WHAT YOU SHOULD DO: Word for word, restate the entries below from their first line through the line that contains "display:flex; align-items:center; gap:10px;".

Records excerpted from a collection
——
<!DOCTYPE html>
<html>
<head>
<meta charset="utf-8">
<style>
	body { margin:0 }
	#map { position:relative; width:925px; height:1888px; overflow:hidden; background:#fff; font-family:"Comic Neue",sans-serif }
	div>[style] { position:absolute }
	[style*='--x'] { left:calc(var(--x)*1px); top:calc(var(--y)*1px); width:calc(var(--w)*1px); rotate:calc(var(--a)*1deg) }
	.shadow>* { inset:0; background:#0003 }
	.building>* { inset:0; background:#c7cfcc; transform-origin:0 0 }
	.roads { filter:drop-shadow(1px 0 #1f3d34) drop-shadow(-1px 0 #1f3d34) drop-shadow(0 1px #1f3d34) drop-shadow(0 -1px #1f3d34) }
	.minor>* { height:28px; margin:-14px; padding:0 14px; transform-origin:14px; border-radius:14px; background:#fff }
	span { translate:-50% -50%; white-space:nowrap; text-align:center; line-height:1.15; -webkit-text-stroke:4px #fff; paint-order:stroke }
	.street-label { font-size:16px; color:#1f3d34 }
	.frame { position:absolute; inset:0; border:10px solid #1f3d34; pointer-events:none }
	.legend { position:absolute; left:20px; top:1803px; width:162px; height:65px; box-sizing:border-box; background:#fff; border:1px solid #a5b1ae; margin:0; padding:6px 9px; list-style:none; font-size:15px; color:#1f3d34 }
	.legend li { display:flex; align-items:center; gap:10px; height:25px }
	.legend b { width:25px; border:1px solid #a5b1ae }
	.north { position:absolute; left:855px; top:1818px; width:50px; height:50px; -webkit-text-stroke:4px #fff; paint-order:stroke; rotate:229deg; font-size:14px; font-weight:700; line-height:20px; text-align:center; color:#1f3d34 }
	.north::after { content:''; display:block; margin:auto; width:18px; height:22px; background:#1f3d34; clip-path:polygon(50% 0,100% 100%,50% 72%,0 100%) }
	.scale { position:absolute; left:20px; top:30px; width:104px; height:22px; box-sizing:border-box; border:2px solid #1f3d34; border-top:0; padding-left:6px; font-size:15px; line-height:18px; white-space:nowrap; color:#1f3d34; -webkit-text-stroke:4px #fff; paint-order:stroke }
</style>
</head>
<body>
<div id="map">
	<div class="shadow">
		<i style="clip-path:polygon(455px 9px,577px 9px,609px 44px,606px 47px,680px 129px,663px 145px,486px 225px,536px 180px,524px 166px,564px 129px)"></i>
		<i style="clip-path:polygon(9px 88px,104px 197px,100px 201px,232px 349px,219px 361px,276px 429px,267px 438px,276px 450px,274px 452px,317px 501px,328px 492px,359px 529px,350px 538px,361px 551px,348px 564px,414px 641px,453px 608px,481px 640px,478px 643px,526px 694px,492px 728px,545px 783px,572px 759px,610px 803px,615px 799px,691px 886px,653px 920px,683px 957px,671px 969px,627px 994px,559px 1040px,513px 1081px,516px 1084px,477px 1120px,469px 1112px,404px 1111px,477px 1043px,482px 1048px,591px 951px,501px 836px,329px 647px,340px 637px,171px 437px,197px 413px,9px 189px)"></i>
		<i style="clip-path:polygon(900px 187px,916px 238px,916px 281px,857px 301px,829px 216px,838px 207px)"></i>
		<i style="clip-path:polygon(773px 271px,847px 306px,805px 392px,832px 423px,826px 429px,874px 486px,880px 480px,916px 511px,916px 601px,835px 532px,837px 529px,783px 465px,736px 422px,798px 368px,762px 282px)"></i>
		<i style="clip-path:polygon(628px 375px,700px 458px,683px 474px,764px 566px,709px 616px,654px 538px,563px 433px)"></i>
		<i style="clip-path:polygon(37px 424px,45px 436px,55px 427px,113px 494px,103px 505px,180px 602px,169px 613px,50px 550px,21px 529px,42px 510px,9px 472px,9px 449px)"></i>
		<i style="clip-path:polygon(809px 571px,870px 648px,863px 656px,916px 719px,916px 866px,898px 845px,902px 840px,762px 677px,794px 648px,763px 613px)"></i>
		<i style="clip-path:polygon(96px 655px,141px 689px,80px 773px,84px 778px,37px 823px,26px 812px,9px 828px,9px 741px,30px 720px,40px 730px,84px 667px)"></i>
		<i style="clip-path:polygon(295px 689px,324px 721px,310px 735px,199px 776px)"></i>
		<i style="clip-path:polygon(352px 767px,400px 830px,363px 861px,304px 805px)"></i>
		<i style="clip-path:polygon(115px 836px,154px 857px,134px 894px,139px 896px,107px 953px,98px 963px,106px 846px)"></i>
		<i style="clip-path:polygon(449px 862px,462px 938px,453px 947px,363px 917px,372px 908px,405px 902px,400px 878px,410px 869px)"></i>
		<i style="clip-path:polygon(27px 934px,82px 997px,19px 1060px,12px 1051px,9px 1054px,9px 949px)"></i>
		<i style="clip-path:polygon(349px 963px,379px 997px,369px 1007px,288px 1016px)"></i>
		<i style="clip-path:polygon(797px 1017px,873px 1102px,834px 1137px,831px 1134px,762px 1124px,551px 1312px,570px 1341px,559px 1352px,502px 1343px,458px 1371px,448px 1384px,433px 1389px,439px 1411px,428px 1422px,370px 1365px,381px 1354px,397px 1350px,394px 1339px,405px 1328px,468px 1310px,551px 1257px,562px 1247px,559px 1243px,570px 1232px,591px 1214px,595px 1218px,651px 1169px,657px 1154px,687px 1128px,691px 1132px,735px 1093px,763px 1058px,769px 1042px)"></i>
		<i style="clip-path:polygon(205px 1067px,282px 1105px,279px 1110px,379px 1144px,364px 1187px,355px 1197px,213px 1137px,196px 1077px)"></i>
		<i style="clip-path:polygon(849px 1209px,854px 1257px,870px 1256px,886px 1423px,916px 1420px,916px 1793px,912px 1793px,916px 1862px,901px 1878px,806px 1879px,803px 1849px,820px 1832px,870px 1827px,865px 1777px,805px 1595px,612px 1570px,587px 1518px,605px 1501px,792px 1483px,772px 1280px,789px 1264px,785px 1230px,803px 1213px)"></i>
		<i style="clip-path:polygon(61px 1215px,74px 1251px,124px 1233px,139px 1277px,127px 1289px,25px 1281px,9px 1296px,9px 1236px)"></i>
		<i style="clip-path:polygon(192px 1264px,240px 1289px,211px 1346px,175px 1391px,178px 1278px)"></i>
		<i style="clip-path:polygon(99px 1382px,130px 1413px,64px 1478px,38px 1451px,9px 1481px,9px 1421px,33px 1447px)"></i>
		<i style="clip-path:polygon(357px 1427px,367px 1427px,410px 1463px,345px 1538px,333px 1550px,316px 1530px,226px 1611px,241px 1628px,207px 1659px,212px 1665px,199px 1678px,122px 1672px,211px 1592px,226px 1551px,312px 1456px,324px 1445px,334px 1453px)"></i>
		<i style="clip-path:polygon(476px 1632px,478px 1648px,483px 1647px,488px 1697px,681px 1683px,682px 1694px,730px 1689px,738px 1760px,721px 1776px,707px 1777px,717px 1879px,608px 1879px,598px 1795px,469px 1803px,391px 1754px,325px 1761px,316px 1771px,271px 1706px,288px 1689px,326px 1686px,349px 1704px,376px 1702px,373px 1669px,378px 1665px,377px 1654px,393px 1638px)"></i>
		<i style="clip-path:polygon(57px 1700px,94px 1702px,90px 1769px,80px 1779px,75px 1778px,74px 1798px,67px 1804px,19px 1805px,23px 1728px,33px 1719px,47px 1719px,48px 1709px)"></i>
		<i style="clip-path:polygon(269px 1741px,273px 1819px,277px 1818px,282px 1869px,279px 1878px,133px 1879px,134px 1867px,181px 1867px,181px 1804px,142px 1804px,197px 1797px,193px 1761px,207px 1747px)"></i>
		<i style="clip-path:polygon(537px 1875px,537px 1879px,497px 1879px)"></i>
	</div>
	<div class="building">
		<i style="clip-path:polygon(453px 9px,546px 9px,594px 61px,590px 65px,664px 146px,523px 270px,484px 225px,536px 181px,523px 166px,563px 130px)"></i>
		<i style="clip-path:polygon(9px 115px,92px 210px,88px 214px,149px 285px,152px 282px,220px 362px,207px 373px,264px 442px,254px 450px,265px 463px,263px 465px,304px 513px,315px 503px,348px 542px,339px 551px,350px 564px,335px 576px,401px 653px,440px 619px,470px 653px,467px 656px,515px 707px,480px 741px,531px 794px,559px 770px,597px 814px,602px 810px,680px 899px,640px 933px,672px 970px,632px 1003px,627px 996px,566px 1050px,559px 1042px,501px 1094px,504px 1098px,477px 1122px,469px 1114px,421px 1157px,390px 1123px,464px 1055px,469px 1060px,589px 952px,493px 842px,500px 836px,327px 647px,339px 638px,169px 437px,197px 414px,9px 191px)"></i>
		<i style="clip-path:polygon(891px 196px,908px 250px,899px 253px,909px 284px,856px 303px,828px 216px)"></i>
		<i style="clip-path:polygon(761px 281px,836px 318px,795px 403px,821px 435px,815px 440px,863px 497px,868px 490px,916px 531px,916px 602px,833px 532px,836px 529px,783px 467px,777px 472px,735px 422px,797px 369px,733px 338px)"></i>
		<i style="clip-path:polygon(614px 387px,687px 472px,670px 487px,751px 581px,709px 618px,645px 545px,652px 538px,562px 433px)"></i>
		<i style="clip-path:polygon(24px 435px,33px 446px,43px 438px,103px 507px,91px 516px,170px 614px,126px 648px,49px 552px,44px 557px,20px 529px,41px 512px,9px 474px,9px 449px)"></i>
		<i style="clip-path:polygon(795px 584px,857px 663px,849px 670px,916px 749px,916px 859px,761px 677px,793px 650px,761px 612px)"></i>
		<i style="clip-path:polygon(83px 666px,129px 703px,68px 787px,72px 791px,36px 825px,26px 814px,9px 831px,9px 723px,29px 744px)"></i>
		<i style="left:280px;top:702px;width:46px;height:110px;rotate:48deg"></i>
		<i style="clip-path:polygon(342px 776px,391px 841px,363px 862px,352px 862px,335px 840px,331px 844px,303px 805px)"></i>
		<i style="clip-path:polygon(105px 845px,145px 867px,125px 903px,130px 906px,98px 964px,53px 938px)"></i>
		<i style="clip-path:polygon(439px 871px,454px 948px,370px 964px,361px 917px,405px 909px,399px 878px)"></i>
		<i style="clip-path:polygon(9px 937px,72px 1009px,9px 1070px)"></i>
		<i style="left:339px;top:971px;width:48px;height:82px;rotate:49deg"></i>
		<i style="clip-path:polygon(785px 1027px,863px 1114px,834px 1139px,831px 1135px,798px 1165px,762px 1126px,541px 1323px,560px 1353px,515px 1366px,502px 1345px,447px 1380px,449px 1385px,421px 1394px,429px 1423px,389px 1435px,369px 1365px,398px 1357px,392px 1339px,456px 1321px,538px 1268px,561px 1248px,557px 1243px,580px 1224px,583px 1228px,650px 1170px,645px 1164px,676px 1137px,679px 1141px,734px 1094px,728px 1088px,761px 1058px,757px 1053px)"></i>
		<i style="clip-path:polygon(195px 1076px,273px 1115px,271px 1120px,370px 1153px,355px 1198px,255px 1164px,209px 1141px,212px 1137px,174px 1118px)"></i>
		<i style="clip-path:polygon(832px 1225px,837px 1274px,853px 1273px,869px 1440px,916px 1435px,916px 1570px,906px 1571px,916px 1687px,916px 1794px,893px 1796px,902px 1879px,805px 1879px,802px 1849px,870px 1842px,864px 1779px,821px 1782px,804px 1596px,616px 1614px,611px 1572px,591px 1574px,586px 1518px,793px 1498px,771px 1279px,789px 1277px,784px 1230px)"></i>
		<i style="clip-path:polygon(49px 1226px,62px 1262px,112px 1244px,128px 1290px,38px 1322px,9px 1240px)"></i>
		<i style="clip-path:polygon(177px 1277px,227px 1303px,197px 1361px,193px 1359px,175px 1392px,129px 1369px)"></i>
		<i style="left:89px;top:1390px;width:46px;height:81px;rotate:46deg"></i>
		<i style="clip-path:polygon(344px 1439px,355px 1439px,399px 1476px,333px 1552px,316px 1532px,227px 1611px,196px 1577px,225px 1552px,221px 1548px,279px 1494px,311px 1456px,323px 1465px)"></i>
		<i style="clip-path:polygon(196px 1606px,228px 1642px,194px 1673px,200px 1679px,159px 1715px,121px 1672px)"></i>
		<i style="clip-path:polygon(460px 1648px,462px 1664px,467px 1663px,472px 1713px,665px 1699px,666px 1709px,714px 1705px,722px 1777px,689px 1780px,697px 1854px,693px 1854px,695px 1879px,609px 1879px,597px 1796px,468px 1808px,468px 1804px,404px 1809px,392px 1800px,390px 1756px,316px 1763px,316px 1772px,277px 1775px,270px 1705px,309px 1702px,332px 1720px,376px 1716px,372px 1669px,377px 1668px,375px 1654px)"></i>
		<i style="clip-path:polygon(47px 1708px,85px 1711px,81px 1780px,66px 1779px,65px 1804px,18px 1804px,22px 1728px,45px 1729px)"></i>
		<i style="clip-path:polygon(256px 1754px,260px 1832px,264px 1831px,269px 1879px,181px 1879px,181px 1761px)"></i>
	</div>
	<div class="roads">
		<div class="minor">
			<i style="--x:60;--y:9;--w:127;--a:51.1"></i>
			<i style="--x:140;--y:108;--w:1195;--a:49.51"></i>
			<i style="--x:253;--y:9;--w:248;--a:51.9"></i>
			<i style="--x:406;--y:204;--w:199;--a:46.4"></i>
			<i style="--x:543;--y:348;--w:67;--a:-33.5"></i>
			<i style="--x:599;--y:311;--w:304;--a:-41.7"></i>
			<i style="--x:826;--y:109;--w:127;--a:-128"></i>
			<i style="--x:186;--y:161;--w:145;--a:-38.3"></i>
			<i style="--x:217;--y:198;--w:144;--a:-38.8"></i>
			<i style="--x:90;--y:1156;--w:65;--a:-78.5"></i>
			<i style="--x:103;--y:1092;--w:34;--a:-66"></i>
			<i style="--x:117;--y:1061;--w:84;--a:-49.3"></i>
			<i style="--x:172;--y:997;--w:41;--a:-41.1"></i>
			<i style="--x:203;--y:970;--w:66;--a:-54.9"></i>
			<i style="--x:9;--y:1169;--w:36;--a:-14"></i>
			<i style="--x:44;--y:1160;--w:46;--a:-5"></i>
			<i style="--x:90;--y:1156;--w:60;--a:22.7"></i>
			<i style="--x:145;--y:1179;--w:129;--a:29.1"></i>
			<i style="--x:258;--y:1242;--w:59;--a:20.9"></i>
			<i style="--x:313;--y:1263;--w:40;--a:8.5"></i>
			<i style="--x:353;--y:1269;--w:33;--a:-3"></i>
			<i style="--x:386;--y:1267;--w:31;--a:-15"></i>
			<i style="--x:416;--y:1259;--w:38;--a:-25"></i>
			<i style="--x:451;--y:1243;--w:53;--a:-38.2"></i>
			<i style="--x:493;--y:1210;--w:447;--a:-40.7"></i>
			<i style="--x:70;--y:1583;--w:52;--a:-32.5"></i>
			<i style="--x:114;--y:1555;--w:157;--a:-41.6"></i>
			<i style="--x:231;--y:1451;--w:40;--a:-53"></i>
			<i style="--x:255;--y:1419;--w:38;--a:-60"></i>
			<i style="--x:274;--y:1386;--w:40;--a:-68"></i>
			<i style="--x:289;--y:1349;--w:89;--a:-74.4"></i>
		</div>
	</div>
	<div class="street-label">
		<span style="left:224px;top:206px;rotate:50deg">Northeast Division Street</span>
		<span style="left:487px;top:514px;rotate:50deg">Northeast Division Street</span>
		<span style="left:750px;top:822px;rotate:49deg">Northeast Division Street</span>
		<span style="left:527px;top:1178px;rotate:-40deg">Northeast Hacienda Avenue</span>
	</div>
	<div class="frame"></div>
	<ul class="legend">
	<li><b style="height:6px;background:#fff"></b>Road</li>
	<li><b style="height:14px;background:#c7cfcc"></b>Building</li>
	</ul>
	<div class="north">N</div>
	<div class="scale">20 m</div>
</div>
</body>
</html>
——
SOLVED PROBLEM:
<!DOCTYPE html>
<html>
<head>
<meta charset="utf-8">
<style>
	body { margin:0 }
	#map { position:relative; width:925px; height:1888px; overflow:hidden; background:#fff; font-family:"Comic Neue",sans-serif }
	div>[style] { position:absolute }
	[style*='--x'] { left:calc(var(--x)*1px); top:calc(var(--y)*1px); width:calc(var(--w)*1px); rotate:calc(var(--a)*1deg) }
	.shadow>* { inset:0; background:#0003 }
	.building>* { inset:0; background:#c7cfcc; transform-origin:0 0 }
	.roads { filter:drop-shadow(1px 0 #1f3d34) drop-shadow(-1px 0 #1f3d34) drop-shadow(0 1px #1f3d34) drop-shadow(0 -1px #1f3d34) }
	.minor>* { height:28px; margin:-14px; padding:0 14px; transform-origin:14px; border-radius:14px; background:#fff }
	span { translate:-50% -50%; white-space:nowrap; text-align:center; line-height:1.15; -webkit-text-stroke:4px #fff; paint-order:stroke }
	.street-label { font-size:16px; color:#1f3d34 }
	.frame { position:absolute; inset:0; border:10px solid #1f3d34; pointer-events:none }
	.legend { position:absolute; left:20px; top:1803px; width:162px; height:65px; box-sizing:border-box; background:#fff; border:1px solid #a5b1ae; margin:0; padding:6px 9px; list-style:none; font-size:15px; color:#1f3d34 }
	.legend li { display:flex; align-items:center; gap:10px; height:25px }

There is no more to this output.